In the tradition of the two other "Found Books" posts I'd like to take a moment to feature three of the books they've brought back this year. One of them I reviewed a few weeks ago.
Incidentally I'm looking at two others currently and will post a full review of them somewhere down the line. What can I say? NYRB Classics are like cookies and milk to me.
The Lonely Passion Of Judith Hearne by Brian Moore. Afterword by Mary Gordon. NYRB Classics. Trade paperback. ISBN: 9781590173497. 240 pps. $14.95.

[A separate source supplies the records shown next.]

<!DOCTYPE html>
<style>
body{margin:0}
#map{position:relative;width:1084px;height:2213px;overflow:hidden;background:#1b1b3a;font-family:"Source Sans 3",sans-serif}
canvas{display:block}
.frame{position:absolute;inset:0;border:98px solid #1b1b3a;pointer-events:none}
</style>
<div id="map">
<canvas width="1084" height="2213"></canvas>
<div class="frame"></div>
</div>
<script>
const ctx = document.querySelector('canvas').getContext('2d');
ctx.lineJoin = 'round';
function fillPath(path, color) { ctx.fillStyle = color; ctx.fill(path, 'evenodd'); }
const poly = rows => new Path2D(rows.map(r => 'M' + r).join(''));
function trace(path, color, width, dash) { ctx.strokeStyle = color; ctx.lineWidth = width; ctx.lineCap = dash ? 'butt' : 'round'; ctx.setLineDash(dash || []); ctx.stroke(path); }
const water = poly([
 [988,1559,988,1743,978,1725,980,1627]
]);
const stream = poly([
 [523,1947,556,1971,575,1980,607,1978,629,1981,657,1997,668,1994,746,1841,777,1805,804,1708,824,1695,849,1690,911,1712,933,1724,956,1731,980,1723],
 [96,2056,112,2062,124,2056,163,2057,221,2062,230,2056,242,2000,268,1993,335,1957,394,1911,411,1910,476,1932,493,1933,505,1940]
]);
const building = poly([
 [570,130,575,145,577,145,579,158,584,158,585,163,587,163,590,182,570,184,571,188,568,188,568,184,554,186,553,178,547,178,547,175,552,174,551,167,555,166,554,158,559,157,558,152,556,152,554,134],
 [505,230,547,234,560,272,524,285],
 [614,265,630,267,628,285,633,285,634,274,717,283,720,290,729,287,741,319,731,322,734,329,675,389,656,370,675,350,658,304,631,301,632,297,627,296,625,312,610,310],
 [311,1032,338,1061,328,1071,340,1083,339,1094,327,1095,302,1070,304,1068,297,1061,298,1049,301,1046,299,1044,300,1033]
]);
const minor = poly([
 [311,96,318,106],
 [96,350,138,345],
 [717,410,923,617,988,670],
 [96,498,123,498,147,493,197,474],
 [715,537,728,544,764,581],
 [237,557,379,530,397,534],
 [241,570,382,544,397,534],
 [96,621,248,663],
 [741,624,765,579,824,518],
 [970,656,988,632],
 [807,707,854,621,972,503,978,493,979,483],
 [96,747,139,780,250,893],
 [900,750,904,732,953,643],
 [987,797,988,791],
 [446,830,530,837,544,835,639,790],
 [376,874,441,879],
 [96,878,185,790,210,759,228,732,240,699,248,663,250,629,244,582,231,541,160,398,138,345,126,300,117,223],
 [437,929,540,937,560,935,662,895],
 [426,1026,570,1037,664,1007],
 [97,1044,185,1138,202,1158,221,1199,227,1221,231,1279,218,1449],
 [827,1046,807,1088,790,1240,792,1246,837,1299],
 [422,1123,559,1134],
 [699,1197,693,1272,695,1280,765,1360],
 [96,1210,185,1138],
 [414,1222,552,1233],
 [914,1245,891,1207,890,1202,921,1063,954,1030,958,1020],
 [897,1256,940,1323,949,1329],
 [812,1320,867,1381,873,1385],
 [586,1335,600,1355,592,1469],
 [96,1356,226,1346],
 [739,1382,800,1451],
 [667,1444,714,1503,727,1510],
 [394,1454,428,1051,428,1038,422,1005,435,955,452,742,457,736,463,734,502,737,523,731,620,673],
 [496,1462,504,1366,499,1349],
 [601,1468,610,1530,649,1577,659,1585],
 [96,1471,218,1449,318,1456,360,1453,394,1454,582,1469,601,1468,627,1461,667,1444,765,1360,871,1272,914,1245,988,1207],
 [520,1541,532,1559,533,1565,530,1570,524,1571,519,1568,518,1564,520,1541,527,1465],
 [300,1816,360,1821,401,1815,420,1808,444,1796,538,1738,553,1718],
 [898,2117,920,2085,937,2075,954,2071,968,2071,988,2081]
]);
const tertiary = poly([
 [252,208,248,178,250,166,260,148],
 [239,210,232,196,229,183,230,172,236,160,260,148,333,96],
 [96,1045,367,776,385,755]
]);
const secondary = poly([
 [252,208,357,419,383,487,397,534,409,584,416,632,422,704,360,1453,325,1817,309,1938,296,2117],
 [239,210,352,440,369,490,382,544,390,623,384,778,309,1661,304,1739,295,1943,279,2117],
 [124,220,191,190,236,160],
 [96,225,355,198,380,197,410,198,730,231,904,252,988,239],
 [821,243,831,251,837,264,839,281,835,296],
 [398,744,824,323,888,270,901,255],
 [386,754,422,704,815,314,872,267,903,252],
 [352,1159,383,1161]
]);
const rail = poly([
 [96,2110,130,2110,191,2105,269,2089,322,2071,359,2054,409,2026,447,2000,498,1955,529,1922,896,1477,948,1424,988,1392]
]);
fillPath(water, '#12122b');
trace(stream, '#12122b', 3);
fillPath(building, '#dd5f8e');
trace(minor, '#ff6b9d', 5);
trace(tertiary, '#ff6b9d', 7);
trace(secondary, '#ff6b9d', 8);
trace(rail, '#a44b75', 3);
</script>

From the NYRB Classics website...
The Lonely Passion of Judith Hearne is an unflinching and deeply sympathetic portrait of a woman destroyed by self and circumstance. First published in 1955, it marked Brian Moore as a major figure in English literature (he would go on to be short-listed three times for the Booker Prize) and established him as an astute chronicler of the human soul.
Judith Hearne is an unmarried woman of a certain age who has come down in society. She has few skills and is full of the prejudices and pieties of her genteel Belfast upbringing. But Judith has a secret life. And she is just one heartbreak away from revealing it to the world.
Nightmare Alley by William Lindsay Gresham. Introduction by Nick Tosches. Fiction. New York Review Of Books. Trade Paperback. 275 pps. ISBN: 9781590173480. $14.95.
From the May 10th Front List / Back List...
When he was found in his empty apartment he had a suit on and in his pocket he carried business cards that at the four corners read: NO ADDRESS, NO PHONE, NO BUSINESS, NO MONEY and in the center: RETIRED. It was September of 1962. Nightmare Alley, Gresham's biggest critical and monetary success, was utterly out-of-print.
Nightmare Alley is about crime and dilemma, guilt and madness, and pulls you in like the mark that you are. It is a novel about the fast-talking, quick misdirection of carnivals. It is about sexual obsession, murder and above all else, alcoholism.
It has also lived a largely underground existence. When Gresham died, no paper carried the story except the New York Post. The bridge columnist mentioned his passing. It seems the cards at least honored the man they apparently condemned.
The label of cult classic was seemingly the novel's fate. That is until 2010 when New York Review Of Books did what they do and brought it back to life, replete with insightful Foreword by Nick Tosches. This is not a book that should be underground. This is one for the 20th century's "best" lists.
The Murderess by Alexandros Papadiamantis. Translated from the Greek by Peter Levi. Fiction. NYRB Classics. Trade paperback. ISBN: 9781590173503. 144 pps. $12.95.
From the NYRB Classics website...
The Murderess is a bone-chilling tale of crime and punishment with the dark beauty of a backwoods ballad. Set on the dirt-poor Aegean island of Skiathos, it is the story of Hadoula, an old woman living on the margins of society and at the outer limits of respectability. Hadoula knows about herbs and their hidden properties, and women come to her when they need help. She knows women’s secrets and she knows the misery of their lives, and as the book begins, she is trying to stop her new-born granddaughter from crying so that her daughter can at last get a little sleep. She rocks the baby and rocks her and then the terrible truth hits her: there’s nothing worse than being born a woman, and there’s something that she, Hadoula, can do about that.
Peter Levi’s matchless translation of Alexandros Papadiamantis’s astonishing novella captures the excitement and haunting poetry of the original Greek.